- [BRIEF]: If a line of the records holds the word "none", copy it out.

- [DATA FOR REVIEW]:
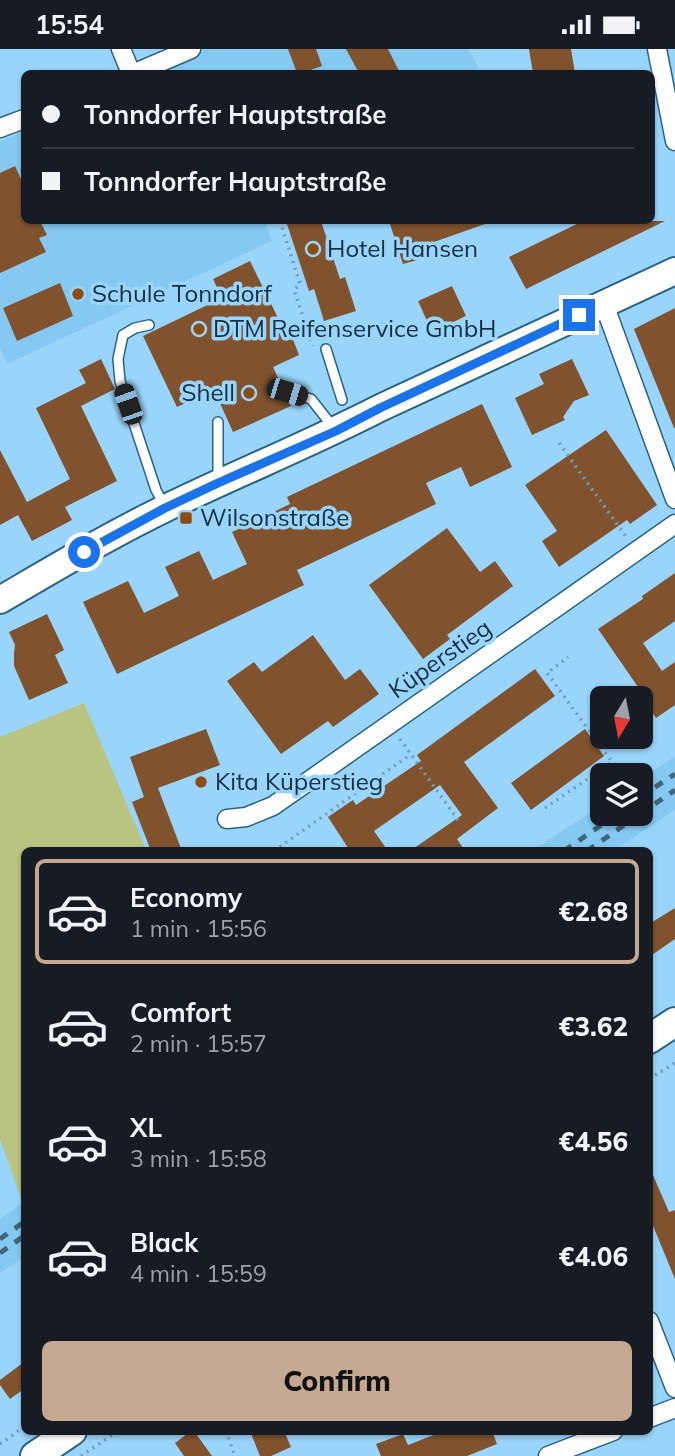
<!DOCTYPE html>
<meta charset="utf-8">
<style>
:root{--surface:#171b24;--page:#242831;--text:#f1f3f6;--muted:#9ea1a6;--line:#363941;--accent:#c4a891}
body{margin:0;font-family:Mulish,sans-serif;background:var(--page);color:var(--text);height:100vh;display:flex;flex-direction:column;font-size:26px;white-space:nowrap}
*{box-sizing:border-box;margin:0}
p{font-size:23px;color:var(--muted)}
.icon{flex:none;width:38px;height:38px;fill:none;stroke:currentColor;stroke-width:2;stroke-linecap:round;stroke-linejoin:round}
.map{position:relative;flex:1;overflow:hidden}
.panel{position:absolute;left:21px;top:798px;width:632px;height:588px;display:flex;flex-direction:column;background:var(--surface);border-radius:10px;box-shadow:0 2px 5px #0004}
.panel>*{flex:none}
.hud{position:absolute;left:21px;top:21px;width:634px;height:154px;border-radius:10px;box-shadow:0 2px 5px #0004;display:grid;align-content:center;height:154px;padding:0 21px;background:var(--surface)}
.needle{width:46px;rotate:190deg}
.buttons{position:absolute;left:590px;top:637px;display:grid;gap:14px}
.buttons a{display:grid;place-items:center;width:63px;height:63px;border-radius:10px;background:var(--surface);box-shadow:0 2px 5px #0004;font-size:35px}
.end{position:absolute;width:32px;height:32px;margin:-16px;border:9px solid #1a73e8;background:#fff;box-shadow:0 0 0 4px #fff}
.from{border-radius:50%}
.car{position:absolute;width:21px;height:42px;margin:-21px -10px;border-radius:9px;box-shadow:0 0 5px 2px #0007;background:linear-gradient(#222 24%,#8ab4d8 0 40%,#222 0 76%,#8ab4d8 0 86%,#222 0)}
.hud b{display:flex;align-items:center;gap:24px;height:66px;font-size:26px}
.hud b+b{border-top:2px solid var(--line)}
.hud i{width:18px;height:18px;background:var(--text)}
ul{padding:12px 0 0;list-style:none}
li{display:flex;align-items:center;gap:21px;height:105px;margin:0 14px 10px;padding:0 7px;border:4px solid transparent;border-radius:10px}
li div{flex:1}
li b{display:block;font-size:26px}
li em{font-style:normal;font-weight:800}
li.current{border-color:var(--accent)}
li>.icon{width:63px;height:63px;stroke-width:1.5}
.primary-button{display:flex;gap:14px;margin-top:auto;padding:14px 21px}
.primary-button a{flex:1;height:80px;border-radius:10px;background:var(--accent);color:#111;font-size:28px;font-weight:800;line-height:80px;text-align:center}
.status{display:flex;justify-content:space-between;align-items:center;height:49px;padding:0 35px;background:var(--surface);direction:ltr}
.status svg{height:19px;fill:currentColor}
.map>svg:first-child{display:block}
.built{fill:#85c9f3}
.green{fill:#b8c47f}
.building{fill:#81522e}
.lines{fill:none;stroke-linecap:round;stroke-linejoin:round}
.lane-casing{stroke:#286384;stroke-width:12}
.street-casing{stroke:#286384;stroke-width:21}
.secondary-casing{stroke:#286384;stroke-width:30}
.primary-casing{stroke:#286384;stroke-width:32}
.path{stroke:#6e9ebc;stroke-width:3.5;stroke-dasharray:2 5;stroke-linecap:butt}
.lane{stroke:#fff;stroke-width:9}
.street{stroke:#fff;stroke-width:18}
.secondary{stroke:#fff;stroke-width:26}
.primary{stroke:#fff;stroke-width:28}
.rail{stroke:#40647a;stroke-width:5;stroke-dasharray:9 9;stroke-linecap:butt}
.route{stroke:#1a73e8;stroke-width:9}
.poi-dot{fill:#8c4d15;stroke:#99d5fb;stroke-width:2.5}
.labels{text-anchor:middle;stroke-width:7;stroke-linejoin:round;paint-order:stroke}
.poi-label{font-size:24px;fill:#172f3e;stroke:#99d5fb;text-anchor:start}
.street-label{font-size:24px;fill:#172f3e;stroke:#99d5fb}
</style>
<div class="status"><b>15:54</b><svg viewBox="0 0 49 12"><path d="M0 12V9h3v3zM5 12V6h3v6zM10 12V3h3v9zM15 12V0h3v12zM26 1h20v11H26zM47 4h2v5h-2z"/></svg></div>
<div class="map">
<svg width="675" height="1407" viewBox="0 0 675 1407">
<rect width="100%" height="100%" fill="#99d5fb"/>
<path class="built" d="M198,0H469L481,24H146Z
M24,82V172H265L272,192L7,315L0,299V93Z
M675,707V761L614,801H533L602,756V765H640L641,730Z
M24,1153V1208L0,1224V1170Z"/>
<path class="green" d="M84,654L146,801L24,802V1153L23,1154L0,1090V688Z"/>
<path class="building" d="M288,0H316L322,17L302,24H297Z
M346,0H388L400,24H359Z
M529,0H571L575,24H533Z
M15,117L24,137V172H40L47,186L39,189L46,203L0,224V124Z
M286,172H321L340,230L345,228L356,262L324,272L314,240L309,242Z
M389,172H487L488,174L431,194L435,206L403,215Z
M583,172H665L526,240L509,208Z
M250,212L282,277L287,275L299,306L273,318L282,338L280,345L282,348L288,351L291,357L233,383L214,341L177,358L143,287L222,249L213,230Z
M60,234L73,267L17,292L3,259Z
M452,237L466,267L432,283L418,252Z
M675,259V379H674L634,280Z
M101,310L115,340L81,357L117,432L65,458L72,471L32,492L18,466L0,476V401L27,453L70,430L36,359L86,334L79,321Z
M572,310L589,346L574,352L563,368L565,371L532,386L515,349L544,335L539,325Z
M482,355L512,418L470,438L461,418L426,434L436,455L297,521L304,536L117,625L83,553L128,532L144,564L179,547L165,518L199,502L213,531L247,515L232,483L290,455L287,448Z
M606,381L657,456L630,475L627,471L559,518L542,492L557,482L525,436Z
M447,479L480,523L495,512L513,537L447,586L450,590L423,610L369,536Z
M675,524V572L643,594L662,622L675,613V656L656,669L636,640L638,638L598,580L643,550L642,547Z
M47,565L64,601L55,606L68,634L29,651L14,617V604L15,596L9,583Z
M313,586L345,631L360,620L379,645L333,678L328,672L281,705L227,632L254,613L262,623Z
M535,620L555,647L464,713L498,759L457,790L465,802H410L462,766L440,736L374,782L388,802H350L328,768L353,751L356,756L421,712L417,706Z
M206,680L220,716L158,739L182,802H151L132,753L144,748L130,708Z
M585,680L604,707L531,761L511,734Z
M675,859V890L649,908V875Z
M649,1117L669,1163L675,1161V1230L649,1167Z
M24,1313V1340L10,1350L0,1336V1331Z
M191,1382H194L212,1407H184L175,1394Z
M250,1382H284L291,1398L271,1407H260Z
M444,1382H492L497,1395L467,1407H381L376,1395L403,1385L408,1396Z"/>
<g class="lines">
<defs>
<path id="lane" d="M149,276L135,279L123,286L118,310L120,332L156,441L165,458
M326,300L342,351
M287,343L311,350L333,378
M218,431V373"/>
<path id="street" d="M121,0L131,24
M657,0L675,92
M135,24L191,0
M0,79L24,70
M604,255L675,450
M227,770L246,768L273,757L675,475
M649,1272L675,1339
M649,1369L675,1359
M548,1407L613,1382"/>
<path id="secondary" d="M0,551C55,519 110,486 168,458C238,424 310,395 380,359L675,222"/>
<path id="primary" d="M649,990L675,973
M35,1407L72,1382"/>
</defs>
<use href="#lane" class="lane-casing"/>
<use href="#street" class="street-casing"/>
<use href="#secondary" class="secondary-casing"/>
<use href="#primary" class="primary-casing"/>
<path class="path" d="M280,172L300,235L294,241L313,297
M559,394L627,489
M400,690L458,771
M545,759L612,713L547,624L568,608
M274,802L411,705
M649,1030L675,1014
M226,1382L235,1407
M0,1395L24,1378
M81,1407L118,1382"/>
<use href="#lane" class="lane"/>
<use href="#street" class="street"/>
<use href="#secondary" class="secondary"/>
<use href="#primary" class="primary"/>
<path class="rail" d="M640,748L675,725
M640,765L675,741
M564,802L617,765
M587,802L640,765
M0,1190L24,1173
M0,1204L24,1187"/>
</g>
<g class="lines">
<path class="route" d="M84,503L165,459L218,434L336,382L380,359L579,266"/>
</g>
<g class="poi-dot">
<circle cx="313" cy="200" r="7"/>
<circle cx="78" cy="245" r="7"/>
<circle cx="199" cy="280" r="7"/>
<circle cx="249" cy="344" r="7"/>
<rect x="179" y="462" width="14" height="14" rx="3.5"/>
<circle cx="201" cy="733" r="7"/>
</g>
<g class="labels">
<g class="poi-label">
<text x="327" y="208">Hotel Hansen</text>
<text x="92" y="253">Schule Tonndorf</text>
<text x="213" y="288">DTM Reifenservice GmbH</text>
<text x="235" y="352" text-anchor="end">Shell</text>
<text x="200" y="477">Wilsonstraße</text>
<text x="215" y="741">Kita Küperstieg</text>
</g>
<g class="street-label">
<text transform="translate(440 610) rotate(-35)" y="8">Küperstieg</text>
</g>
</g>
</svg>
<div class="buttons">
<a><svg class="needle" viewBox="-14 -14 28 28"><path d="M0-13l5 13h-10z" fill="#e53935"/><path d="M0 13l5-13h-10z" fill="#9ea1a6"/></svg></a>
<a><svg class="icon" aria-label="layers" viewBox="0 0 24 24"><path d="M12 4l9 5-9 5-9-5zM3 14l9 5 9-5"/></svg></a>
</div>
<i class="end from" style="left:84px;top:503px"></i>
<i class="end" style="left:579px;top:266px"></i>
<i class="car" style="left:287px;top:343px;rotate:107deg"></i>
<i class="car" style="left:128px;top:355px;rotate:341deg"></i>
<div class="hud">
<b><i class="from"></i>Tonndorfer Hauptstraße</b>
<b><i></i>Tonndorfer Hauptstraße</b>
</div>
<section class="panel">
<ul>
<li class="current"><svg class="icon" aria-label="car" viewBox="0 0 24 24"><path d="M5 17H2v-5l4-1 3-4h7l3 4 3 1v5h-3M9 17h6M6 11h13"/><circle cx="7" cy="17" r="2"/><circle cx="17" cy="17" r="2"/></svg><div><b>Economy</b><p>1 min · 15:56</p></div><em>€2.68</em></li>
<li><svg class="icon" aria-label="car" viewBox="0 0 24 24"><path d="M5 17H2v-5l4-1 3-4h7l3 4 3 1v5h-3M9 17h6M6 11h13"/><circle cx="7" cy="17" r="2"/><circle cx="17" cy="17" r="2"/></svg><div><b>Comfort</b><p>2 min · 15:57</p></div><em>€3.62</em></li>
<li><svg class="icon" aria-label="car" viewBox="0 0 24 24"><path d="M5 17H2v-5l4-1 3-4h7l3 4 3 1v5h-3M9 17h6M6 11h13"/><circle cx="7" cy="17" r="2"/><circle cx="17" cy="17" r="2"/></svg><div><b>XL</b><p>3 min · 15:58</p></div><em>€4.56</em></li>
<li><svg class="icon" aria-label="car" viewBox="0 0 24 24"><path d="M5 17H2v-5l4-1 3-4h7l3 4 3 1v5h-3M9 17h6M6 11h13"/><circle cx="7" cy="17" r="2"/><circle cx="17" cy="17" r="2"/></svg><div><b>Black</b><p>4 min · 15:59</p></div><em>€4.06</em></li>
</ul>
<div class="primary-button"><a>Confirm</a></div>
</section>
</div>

---

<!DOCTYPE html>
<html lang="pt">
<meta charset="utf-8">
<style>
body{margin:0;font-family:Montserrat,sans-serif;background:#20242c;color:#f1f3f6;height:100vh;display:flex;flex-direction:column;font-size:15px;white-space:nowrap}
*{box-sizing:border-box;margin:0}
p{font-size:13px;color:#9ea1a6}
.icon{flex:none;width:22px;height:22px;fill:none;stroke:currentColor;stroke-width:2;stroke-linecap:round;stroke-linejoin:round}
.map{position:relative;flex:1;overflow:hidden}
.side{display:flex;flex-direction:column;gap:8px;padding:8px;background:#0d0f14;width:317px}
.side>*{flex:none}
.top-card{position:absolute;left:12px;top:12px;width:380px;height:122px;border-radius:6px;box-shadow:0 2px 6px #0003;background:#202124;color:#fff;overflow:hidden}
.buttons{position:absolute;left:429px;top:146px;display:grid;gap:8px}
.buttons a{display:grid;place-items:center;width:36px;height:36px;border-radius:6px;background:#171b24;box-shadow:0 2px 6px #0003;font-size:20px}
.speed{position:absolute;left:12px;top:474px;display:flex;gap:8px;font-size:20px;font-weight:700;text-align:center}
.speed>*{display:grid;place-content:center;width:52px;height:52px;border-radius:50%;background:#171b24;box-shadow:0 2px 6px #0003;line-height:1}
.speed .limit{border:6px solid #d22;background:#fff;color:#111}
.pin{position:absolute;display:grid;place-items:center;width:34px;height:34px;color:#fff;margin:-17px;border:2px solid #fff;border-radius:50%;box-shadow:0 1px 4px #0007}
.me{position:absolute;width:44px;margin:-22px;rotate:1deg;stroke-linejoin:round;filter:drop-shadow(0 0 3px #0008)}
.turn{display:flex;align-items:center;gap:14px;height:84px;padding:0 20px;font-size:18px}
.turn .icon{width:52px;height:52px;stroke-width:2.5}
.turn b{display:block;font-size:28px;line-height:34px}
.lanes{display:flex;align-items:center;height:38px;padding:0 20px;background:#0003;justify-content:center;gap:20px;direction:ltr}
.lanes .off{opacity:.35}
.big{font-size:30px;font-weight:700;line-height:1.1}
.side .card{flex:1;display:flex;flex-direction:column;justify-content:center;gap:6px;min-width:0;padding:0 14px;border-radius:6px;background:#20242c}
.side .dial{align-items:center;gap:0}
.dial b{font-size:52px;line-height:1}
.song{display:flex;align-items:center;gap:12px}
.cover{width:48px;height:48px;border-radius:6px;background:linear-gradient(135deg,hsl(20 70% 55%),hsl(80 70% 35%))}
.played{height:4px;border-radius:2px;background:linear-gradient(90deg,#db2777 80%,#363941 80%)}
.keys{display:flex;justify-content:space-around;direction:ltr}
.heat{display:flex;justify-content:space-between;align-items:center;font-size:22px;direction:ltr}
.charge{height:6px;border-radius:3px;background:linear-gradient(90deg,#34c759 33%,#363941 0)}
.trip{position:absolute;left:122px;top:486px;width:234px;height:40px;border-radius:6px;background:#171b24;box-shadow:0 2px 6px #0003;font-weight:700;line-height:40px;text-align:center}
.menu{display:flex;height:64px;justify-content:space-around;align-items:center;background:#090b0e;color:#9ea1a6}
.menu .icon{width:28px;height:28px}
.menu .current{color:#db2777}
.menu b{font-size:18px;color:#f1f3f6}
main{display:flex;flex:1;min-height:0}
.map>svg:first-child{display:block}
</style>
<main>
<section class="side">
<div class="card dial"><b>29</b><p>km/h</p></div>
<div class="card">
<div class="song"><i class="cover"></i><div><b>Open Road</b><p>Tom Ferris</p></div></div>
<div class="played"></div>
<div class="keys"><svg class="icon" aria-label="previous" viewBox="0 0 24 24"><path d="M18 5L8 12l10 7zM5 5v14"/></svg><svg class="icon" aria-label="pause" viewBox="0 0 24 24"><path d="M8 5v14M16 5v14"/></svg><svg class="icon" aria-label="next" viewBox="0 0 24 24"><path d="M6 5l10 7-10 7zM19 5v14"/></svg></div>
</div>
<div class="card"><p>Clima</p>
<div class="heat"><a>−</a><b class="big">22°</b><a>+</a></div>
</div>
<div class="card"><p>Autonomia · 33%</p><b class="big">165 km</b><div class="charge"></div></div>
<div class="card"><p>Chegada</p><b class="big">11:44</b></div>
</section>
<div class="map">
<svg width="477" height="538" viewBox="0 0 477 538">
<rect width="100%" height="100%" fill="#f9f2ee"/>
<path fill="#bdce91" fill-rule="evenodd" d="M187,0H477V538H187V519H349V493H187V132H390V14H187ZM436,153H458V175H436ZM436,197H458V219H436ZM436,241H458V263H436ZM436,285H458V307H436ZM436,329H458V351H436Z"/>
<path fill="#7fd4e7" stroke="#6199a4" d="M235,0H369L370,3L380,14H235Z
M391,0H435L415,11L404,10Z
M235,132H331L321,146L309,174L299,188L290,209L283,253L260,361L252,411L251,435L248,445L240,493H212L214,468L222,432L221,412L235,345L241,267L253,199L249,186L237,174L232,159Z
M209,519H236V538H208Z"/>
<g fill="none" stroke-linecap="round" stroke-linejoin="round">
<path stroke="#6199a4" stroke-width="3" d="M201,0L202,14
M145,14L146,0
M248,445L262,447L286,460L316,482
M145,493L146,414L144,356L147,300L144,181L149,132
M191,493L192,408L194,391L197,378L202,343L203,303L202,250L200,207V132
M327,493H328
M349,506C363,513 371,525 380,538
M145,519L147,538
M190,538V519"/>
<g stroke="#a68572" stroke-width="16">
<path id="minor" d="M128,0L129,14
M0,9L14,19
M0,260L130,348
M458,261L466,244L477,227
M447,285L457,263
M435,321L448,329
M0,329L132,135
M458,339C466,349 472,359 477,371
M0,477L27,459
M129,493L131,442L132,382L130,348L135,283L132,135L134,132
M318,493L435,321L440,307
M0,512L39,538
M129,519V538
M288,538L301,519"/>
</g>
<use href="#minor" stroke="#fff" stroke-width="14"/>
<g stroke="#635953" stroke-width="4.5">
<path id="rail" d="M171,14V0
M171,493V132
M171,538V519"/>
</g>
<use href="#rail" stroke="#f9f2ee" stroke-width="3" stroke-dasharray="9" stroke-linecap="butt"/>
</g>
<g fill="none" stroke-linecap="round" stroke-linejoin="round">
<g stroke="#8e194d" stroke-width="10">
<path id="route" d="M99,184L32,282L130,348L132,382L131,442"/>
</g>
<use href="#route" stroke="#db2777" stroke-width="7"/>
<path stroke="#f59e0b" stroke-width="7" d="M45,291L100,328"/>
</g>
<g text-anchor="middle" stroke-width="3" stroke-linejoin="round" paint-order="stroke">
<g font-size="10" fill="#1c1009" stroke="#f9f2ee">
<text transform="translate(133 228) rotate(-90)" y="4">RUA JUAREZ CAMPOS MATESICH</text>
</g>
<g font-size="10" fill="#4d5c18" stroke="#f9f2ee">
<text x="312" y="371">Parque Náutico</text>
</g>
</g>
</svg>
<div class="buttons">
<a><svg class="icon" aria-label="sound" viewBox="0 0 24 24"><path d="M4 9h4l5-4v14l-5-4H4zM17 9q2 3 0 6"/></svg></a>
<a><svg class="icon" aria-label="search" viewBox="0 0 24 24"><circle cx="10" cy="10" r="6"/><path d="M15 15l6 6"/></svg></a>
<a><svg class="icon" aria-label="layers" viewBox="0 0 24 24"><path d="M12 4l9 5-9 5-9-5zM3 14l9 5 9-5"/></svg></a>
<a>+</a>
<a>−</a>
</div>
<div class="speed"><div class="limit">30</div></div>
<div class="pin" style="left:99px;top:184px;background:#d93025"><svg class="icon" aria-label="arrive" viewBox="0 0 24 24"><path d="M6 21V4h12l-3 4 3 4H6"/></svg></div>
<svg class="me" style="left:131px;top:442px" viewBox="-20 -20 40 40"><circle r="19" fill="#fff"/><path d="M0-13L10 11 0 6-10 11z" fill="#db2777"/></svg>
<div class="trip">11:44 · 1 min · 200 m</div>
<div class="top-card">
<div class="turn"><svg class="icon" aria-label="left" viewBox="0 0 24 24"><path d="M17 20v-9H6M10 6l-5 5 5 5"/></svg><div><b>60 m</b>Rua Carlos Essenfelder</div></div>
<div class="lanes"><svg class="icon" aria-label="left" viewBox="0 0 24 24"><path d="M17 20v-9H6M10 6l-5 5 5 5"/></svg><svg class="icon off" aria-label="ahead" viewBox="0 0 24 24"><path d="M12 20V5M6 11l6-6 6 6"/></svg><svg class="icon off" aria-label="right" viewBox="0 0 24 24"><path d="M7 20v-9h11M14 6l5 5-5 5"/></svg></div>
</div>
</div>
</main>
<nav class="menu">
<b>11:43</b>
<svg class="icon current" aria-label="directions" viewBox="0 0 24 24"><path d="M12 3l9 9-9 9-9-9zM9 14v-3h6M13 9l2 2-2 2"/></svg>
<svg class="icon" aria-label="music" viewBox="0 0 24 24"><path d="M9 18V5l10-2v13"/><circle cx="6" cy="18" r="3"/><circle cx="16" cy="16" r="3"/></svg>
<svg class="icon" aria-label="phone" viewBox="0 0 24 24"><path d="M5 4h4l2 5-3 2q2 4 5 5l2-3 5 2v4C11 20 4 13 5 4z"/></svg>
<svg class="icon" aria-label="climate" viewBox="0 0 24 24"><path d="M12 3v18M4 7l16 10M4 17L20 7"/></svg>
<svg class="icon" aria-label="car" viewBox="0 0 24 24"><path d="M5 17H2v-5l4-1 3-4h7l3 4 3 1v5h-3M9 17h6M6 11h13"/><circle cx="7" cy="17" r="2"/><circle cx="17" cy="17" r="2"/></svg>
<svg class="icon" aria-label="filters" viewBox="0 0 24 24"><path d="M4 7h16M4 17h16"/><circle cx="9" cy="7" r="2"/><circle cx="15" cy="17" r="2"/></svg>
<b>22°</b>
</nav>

- [RESULT OF THE EXERCISE]:
.icon{flex:none;width:38px;height:38px;fill:none;stroke:currentColor;stroke-width:2;stroke-linecap:round;stroke-linejoin:round}
.panel>*{flex:none}
ul{padding:12px 0 0;list-style:none}
.lines{fill:none;stroke-linecap:round;stroke-linejoin:round}
.icon{flex:none;width:22px;height:22px;fill:none;stroke:currentColor;stroke-width:2;stroke-linecap:round;stroke-linejoin:round}
.side>*{flex:none}
<g fill="none" stroke-linecap="round" stroke-linejoin="round">
<g fill="none" stroke-linecap="round" stroke-linejoin="round">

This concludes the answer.